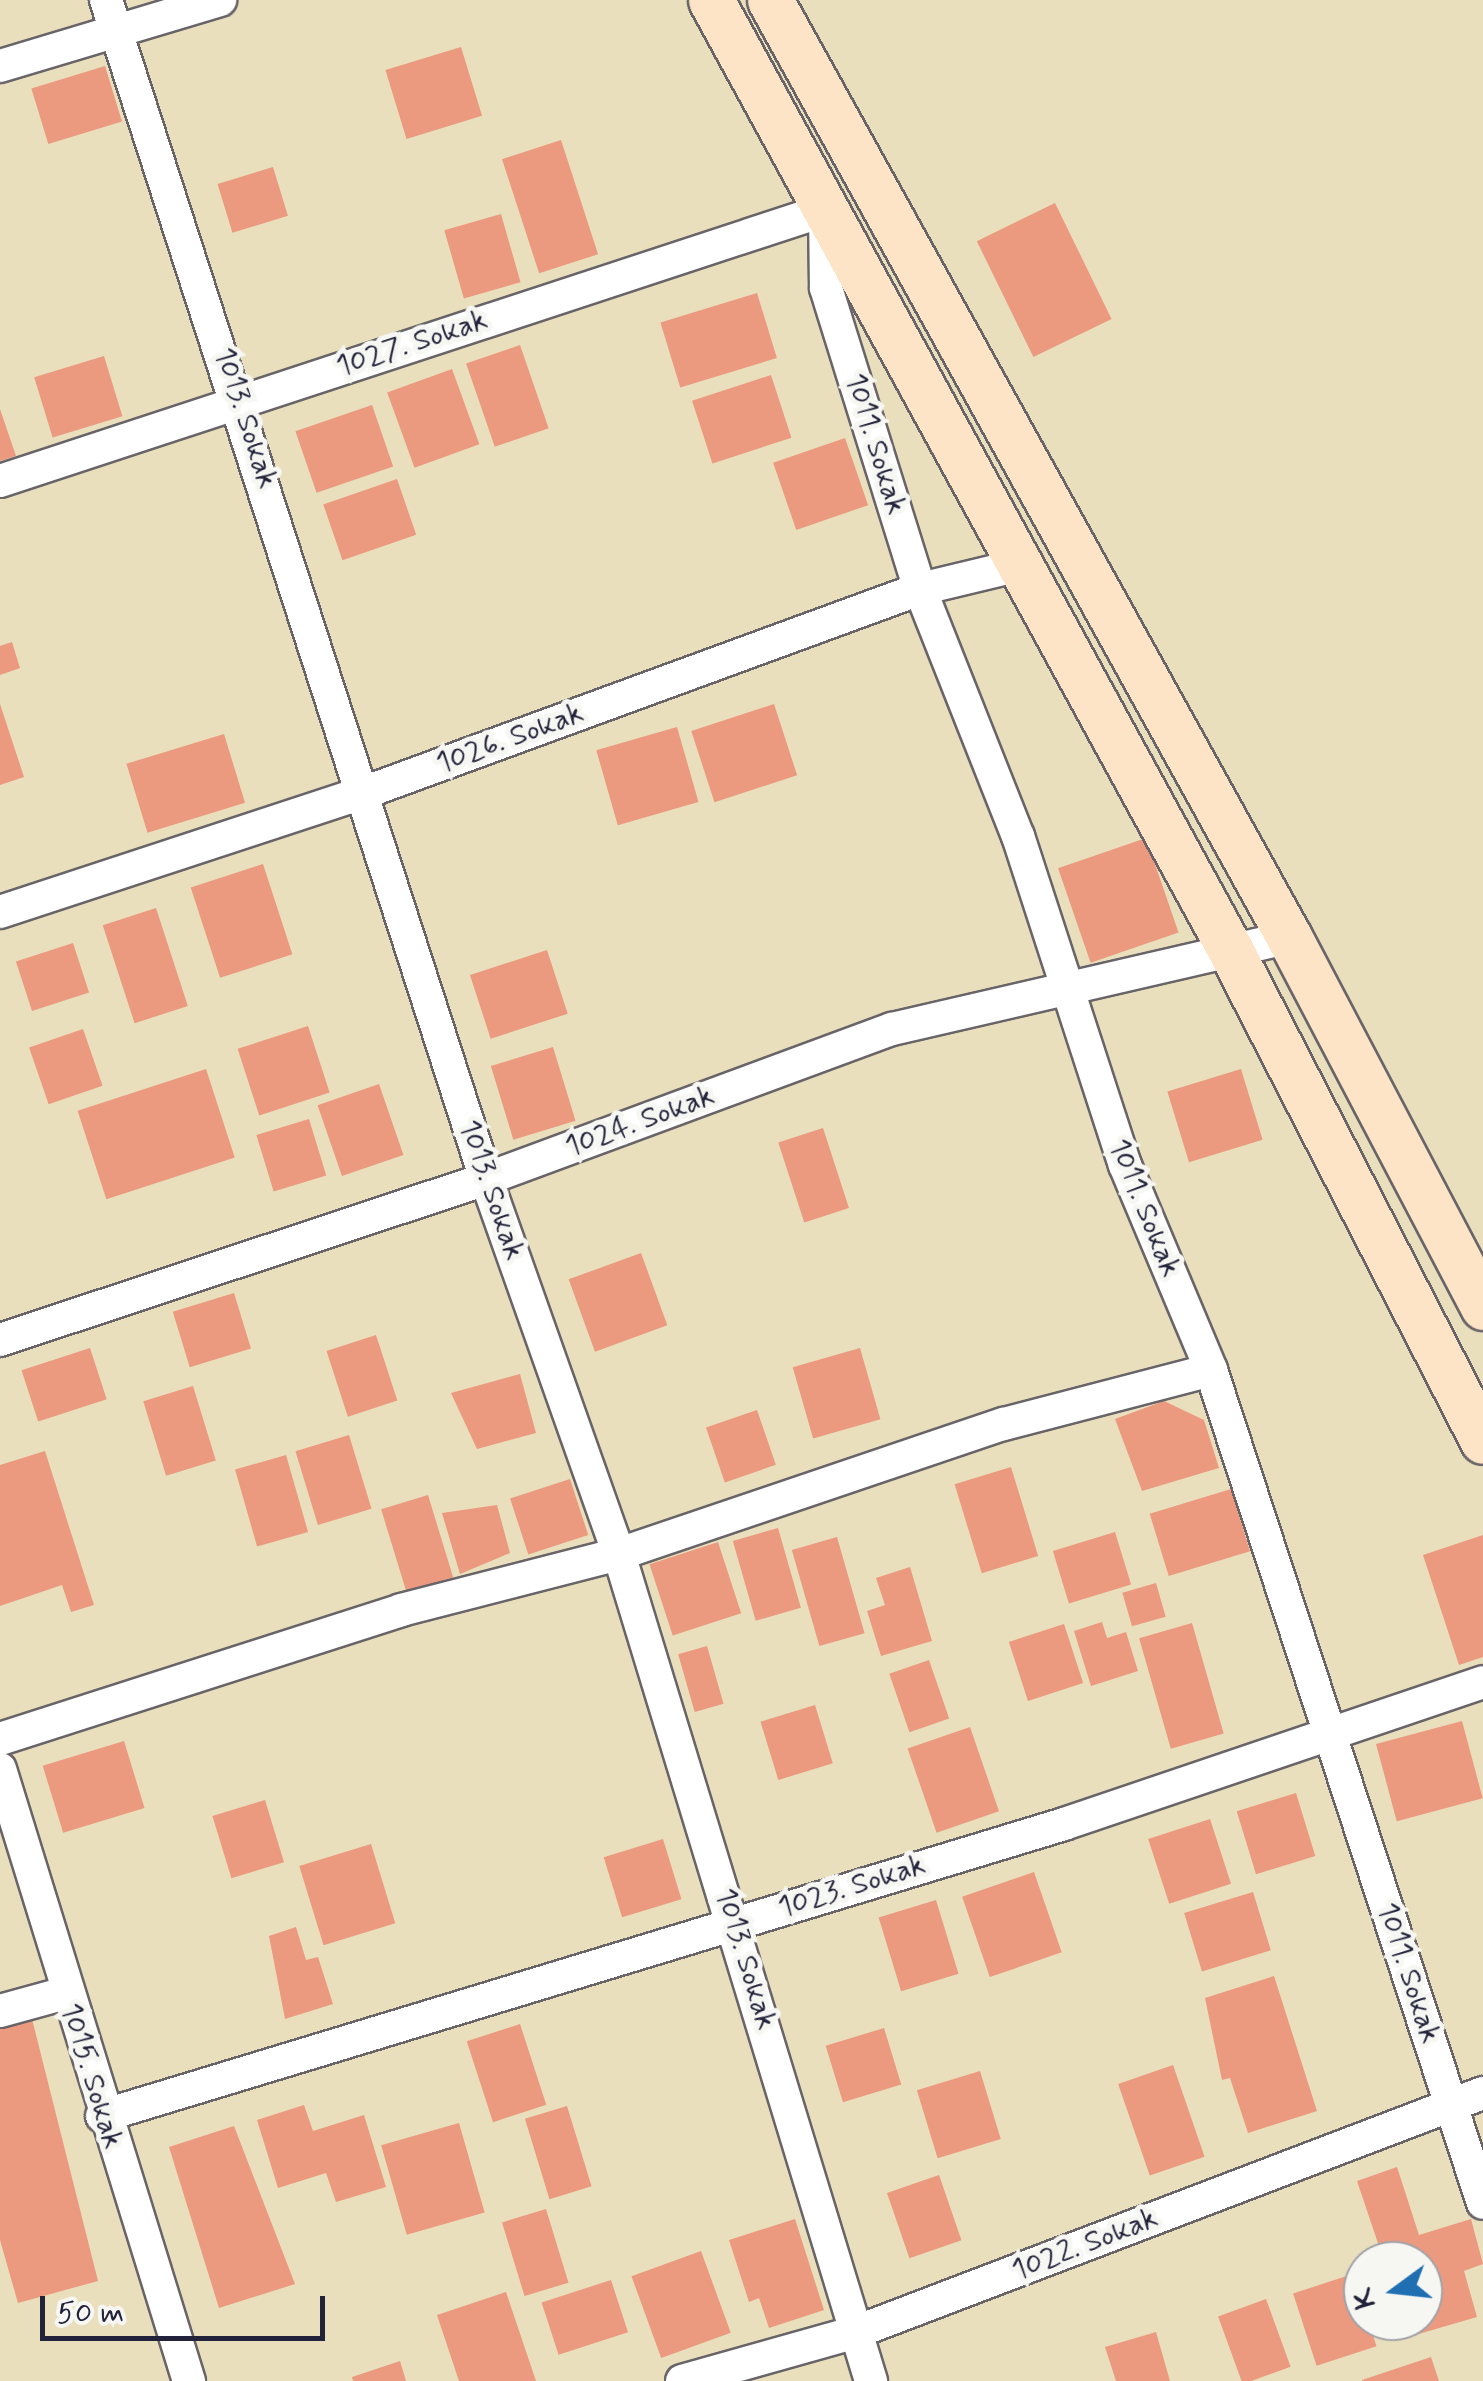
<!DOCTYPE html>
<html>
<head>
<meta charset="utf-8">
<style>
  body { margin:0 }
  #map { position:relative; width:1483px; height:2381px; overflow:hidden; background:#e9dfbc; font-family:Mynerve,sans-serif }
  div>[style] { position:absolute }
  [style*='--x'] { left:calc(var(--x)*1px); top:calc(var(--y)*1px); width:calc(var(--w)*1px); rotate:calc(var(--a)*1deg) }
  .building>* { inset:0; background:#eb997f; transform-origin:0 0 }
  .roads { filter:drop-shadow(2px 0 #686468) drop-shadow(-2px 0 #686468) drop-shadow(0 2px #686468) drop-shadow(0 -2px #686468) }
  .street>* { height:32px; margin:-16px; padding:0 16px; transform-origin:16px; border-radius:16px; background:#fff }
  .secondary>* { height:45px; margin:-22.5px; padding:0 22.5px; transform-origin:22.5px; border-radius:22.5px; background:#fee4c6 }
  span { translate:-50% -50%; white-space:nowrap; text-align:center; line-height:1.15; -webkit-text-stroke:10px #f6f6f2; paint-order:stroke }
  .street-label { font-size:30px; color:#22223b }
  .north { position:absolute; left:1343px; top:2241px; width:100px; height:100px; box-sizing:border-box; background:#f6f6f2; border:2px solid #a1a1a9; border-radius:50%; rotate:255deg; font-size:28px; font-weight:700; line-height:40px; text-align:center; color:#22223b }
  .north::after { content:''; display:block; margin:auto; width:35px; height:45px; background:#1f6fb2; clip-path:polygon(50% 0,100% 100%,50% 72%,0 100%) }
  .scale { position:absolute; left:40px; top:2296px; width:285px; height:45px; box-sizing:border-box; border:5px solid #22223b; border-top:0; padding-left:12px; font-size:30px; line-height:35px; white-space:nowrap; color:#22223b; -webkit-text-stroke:8px #f6f6f2; paint-order:stroke }
</style>
</head>
<body>
<div id="map">
  <div class="building">
    <i style="left:461px;top:47px;width:72px;height:79px;rotate:73deg"></i>
    <i style="left:105px;top:66px;width:58px;height:77px;rotate:73deg"></i>
    <i style="left:561px;top:140px;width:120px;height:62px;rotate:72deg"></i>
    <i style="left:273px;top:167px;width:51px;height:58px;rotate:73deg"></i>
    <i style="left:1055px;top:203px;width:129px;height:87px;rotate:64deg"></i>
    <i style="left:501px;top:214px;width:71px;height:59px;rotate:74deg"></i>
    <i style="left:757px;top:293px;width:68px;height:101px;rotate:73deg"></i>
    <i style="left:520px;top:345px;width:88px;height:57px;rotate:71deg"></i>
    <i style="left:104px;top:356px;width:63px;height:73px;rotate:73deg"></i>
    <i style="left:452px;top:369px;width:80px;height:69px;rotate:70deg"></i>
    <i style="left:771px;top:375px;width:66px;height:83px;rotate:72deg"></i>
    <i style="left:372px;top:405px;width:65px;height:81px;rotate:71deg"></i>
    <i style="clip-path:polygon(0 409px,16px 456px,0 461px)"></i>
    <i style="left:845px;top:438px;width:71px;height:76px;rotate:71deg"></i>
    <i style="left:397px;top:479px;width:59px;height:78px;rotate:71deg"></i>
    <i style="clip-path:polygon(12px 642px,20px 668px,0 675px,0 646px)"></i>
    <i style="clip-path:polygon(0 704px,24px 777px,0 785px)"></i>
    <i style="left:774px;top:704px;width:75px;height:87px;rotate:72deg"></i>
    <i style="left:677px;top:727px;width:78px;height:84px;rotate:74deg"></i>
    <i style="left:224px;top:734px;width:72px;height:102px;rotate:73deg"></i>
    <i style="left:1146px;top:838px;width:100px;height:93px;rotate:71deg"></i>
    <i style="left:263px;top:864px;width:95px;height:76px;rotate:72deg"></i>
    <i style="left:156px;top:908px;width:103px;height:56px;rotate:72deg"></i>
    <i style="left:73px;top:943px;width:52px;height:60px;rotate:72deg"></i>
    <i style="left:547px;top:950px;width:67px;height:81px;rotate:72deg"></i>
    <i style="left:308px;top:1026px;width:70px;height:74px;rotate:72deg"></i>
    <i style="left:83px;top:1029px;width:60px;height:57px;rotate:71deg"></i>
    <i style="left:553px;top:1047px;width:77px;height:65px;rotate:73deg"></i>
    <i style="left:206px;top:1069px;width:93px;height:135px;rotate:72deg"></i>
    <i style="left:1241px;top:1069px;width:74px;height:77px;rotate:73deg"></i>
    <i style="left:379px;top:1084px;width:75px;height:65px;rotate:71deg"></i>
    <i style="left:309px;top:1119px;width:59px;height:55px;rotate:73deg"></i>
    <i style="left:823px;top:1128px;width:84px;height:47px;rotate:72deg"></i>
    <i style="left:641px;top:1253px;width:77px;height:77px;rotate:70deg"></i>
    <i style="left:234px;top:1293px;width:58px;height:64px;rotate:73deg"></i>
    <i style="left:376px;top:1335px;width:69px;height:52px;rotate:72deg"></i>
    <i style="left:90px;top:1348px;width:54px;height:72px;rotate:72deg"></i>
    <i style="left:860px;top:1348px;width:74px;height:70px;rotate:74deg"></i>
    <i style="clip-path:polygon(520px 1374px,536px 1433px,477px 1449px,451px 1393px)"></i>
    <i style="left:193px;top:1386px;width:78px;height:52px;rotate:73deg"></i>
    <i style="clip-path:polygon(1164px 1401px,1204px 1420px,1219px 1468px,1142px 1491px,1115px 1419px)"></i>
    <i style="left:757px;top:1410px;width:58px;height:54px;rotate:71deg"></i>
    <i style="left:349px;top:1435px;width:77px;height:56px;rotate:73deg"></i>
    <i style="clip-path:polygon(45px 1451px,94px 1605px,71px 1612px,62px 1585px,0 1606px,0 1465px)"></i>
    <i style="left:286px;top:1455px;width:80px;height:53px;rotate:74deg"></i>
    <i style="left:1011px;top:1467px;width:93px;height:59px;rotate:73deg"></i>
    <i style="left:570px;top:1479px;width:59px;height:63px;rotate:72deg"></i>
    <i style="left:1231px;top:1489px;width:65px;height:85px;rotate:73deg"></i>
    <i style="left:428px;top:1495px;width:86px;height:49px;rotate:73deg"></i>
    <i style="clip-path:polygon(497px 1505px,510px 1553px,460px 1574px,442px 1513px)"></i>
    <i style="left:778px;top:1528px;width:83px;height:47px;rotate:74deg"></i>
    <i style="left:1115px;top:1532px;width:55px;height:65px;rotate:73deg"></i>
    <i style="clip-path:polygon(1483px 1535px,1483px 1657px,1459px 1665px,1423px 1555px)"></i>
    <i style="left:837px;top:1537px;width:100px;height:47px;rotate:74deg"></i>
    <i style="left:718px;top:1542px;width:75px;height:72px;rotate:72deg"></i>
    <i style="clip-path:polygon(910px 1567px,932px 1641px,881px 1656px,867px 1611px,885px 1605px,876px 1578px)"></i>
    <i style="left:1156px;top:1583px;width:35px;height:35px;rotate:74deg"></i>
    <i style="clip-path:polygon(1102px 1622px,1107px 1638px,1126px 1632px,1138px 1671px,1091px 1686px,1074px 1631px)"></i>
    <i style="left:1192px;top:1623px;width:115px;height:55px;rotate:74deg"></i>
    <i style="left:1064px;top:1624px;width:62px;height:58px;rotate:72deg"></i>
    <i style="left:707px;top:1646px;width:60px;height:30px;rotate:74deg"></i>
    <i style="left:929px;top:1660px;width:62px;height:42px;rotate:71deg"></i>
    <i style="left:815px;top:1705px;width:61px;height:57px;rotate:73deg"></i>
    <i style="left:1462px;top:1721px;width:80px;height:89px;rotate:75deg"></i>
    <i style="left:970px;top:1727px;width:89px;height:66px;rotate:71deg"></i>
    <i style="left:124px;top:1741px;width:70px;height:85px;rotate:73deg"></i>
    <i style="left:1296px;top:1793px;width:66px;height:62px;rotate:73deg"></i>
    <i style="left:265px;top:1800px;width:65px;height:55px;rotate:73deg"></i>
    <i style="left:1210px;top:1819px;width:68px;height:65px;rotate:72deg"></i>
    <i style="left:663px;top:1839px;width:63px;height:62px;rotate:73deg"></i>
    <i style="left:371px;top:1844px;width:83px;height:75px;rotate:73deg"></i>
    <i style="left:1034px;top:1872px;width:85px;height:76px;rotate:71deg"></i>
    <i style="left:1253px;top:1892px;width:61px;height:72px;rotate:73deg"></i>
    <i style="left:936px;top:1900px;width:77px;height:60px;rotate:73deg"></i>
    <i style="clip-path:polygon(296px 1927px,306px 1960px,318px 1957px,333px 2004px,285px 2019px,269px 1936px)"></i>
    <i style="clip-path:polygon(1274px 1976px,1317px 2111px,1248px 2133px,1230px 2078px,1222px 2080px,1205px 1998px)"></i>
    <i style="clip-path:polygon(32px 2019px,98px 2281px,18px 2303px,0 2240px,0 2028px)"></i>
    <i style="left:520px;top:2024px;width:85px;height:56px;rotate:72deg"></i>
    <i style="left:884px;top:2028px;width:59px;height:61px;rotate:73deg"></i>
    <i style="left:1173px;top:2065px;width:97px;height:58px;rotate:71deg"></i>
    <i style="left:980px;top:2071px;width:71px;height:66px;rotate:73deg"></i>
    <i style="clip-path:polygon(304px 2105px,313px 2131px,364px 2115px,386px 2187px,336px 2202px,326px 2173px,278px 2188px,257px 2120px)"></i>
    <i style="left:567px;top:2106px;width:84px;height:44px;rotate:73deg"></i>
    <i style="left:459px;top:2123px;width:93px;height:81px;rotate:74deg"></i>
    <i style="clip-path:polygon(234px 2126px,295px 2284px,219px 2308px,169px 2147px)"></i>
    <i style="clip-path:polygon(1397px 2167px,1419px 2235px,1471px 2219px,1483px 2264px,1464px 2271px,1477px 2317px,1415px 2335px,1423px 2261px,1384px 2261px,1357px 2181px)"></i>
    <i style="left:939px;top:2175px;width:69px;height:55px;rotate:71deg"></i>
    <i style="left:546px;top:2209px;width:77px;height:46px;rotate:73deg"></i>
    <i style="clip-path:polygon(795px 2219px,824px 2310px,769px 2328px,759px 2298px,749px 2302px,729px 2240px)"></i>
    <i style="left:701px;top:2251px;width:87px;height:74px;rotate:70deg"></i>
    <i style="left:1353px;top:2274px;width:76px;height:63px;rotate:72deg"></i>
    <i style="left:611px;top:2280px;width:55px;height:73px;rotate:72deg"></i>
    <i style="clip-path:polygon(506px 2292px,536px 2381px,459px 2381px,437px 2315px)"></i>
    <i style="left:1266px;top:2299px;width:72px;height:51px;rotate:70deg"></i>
    <i style="clip-path:polygon(1156px 2332px,1170px 2381px,1116px 2381px,1105px 2347px)"></i>
    <i style="clip-path:polygon(1431px 2357px,1439px 2381px,1362px 2381px,1362px 2380px)"></i>
    <i style="clip-path:polygon(400px 2361px,406px 2381px,353px 2381px,352px 2377px)"></i>
  </div>
  <div class="roads">
    <div class="street">
      <i style="--x:106;--y:0;--w:1239;--a:72.14"></i>
      <i style="--x:486;--y:1179;--w:398;--a:70.5"></i>
      <i style="--x:619;--y:1554;--w:865;--a:73.05"></i>
      <i style="--x:0;--y:66;--w:230;--a:-16.7"></i>
      <i style="--x:0;--y:481;--w:868;--a:-18.18"></i>
      <i style="--x:825;--y:210;--w:78;--a:89.3"></i>
      <i style="--x:826;--y:288;--w:315;--a:72.7"></i>
      <i style="--x:920;--y:589;--w:266;--a:68.4"></i>
      <i style="--x:1018;--y:836;--w:346;--a:72"></i>
      <i style="--x:1125;--y:1165;--w:222;--a:67.2"></i>
      <i style="--x:1211;--y:1370;--w:876;--a:71.92"></i>
      <i style="--x:0;--y:912;--w:382;--a:-18.2"></i>
      <i style="--x:363;--y:793;--w:593;--a:-20.12"></i>
      <i style="--x:920;--y:589;--w:103;--a:-13.5"></i>
      <i style="--x:0;--y:1340;--w:512;--a:-18.33"></i>
      <i style="--x:486;--y:1179;--w:433;--a:-20.3"></i>
      <i style="--x:892;--y:1029;--w:408;--a:-13"></i>
      <i style="--x:0;--y:1739;--w:421;--a:-17.8"></i>
      <i style="--x:401;--y:1610;--w:225;--a:-14.4"></i>
      <i style="--x:619;--y:1554;--w:406;--a:-18.7"></i>
      <i style="--x:1004;--y:1424;--w:214;--a:-14.6"></i>
      <i style="--x:0;--y:1769;--w:641;--a:72.84"></i>
      <i style="--x:0;--y:2011;--w:68;--a:-15.3"></i>
      <i style="--x:102;--y:2116;--w:1005;--a:-16.88"></i>
      <i style="--x:1064;--y:1824;--w:442;--a:-18.7"></i>
      <i style="--x:682;--y:2381;--w:181;--a:-15.7"></i>
      <i style="--x:856;--y:2332;--w:671;--a:-20.87"></i>
    </div>
    <div class="secondary">
      <i style="--x:711;--y:0;--w:1082;--a:61.33"></i>
      <i style="--x:1230;--y:949;--w:553;--a:62.79"></i>
      <i style="--x:770;--y:0;--w:1071;--a:61.02"></i>
      <i style="--x:1289;--y:937;--w:418;--a:62.3"></i>
    </div>
  </div>
  <div class="street-label">
    <span style="left:412px;top:344px;rotate:-18deg">1027. Sokak</span>
    <span style="left:245px;top:418px;rotate:72deg">1013. Sokak</span>
    <span style="left:875px;top:444px;rotate:73deg">1011. Sokak</span>
    <span style="left:510px;top:739px;rotate:-20deg">1026. Sokak</span>
    <span style="left:640px;top:1122px;rotate:-20deg">1024. Sokak</span>
    <span style="left:491px;top:1190px;rotate:71deg">1013. Sokak</span>
    <span style="left:1144px;top:1208px;rotate:68deg">1011. Sokak</span>
    <span style="left:852px;top:1887px;rotate:-17deg">1023. Sokak</span>
    <span style="left:745px;top:1959px;rotate:73deg">1013. Sokak</span>
    <span style="left:1408px;top:1973px;rotate:72deg">1011. Sokak</span>
    <span style="left:91px;top:2076px;rotate:73deg">1015. Sokak</span>
    <span style="left:1085px;top:2245px;rotate:-21deg">1022. Sokak</span>
  </div>
  <div class="north">K</div>
  <div class="scale">50 m</div>
</div>
</body>
</html>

→ Exercise: If a line above holds the word "roads", copy it.

→ Expected answer:
  .roads { filter:drop-shadow(2px 0 #686468) drop-shadow(-2px 0 #686468) drop-shadow(0 2px #686468) drop-shadow(0 -2px #686468) }
  <div class="roads">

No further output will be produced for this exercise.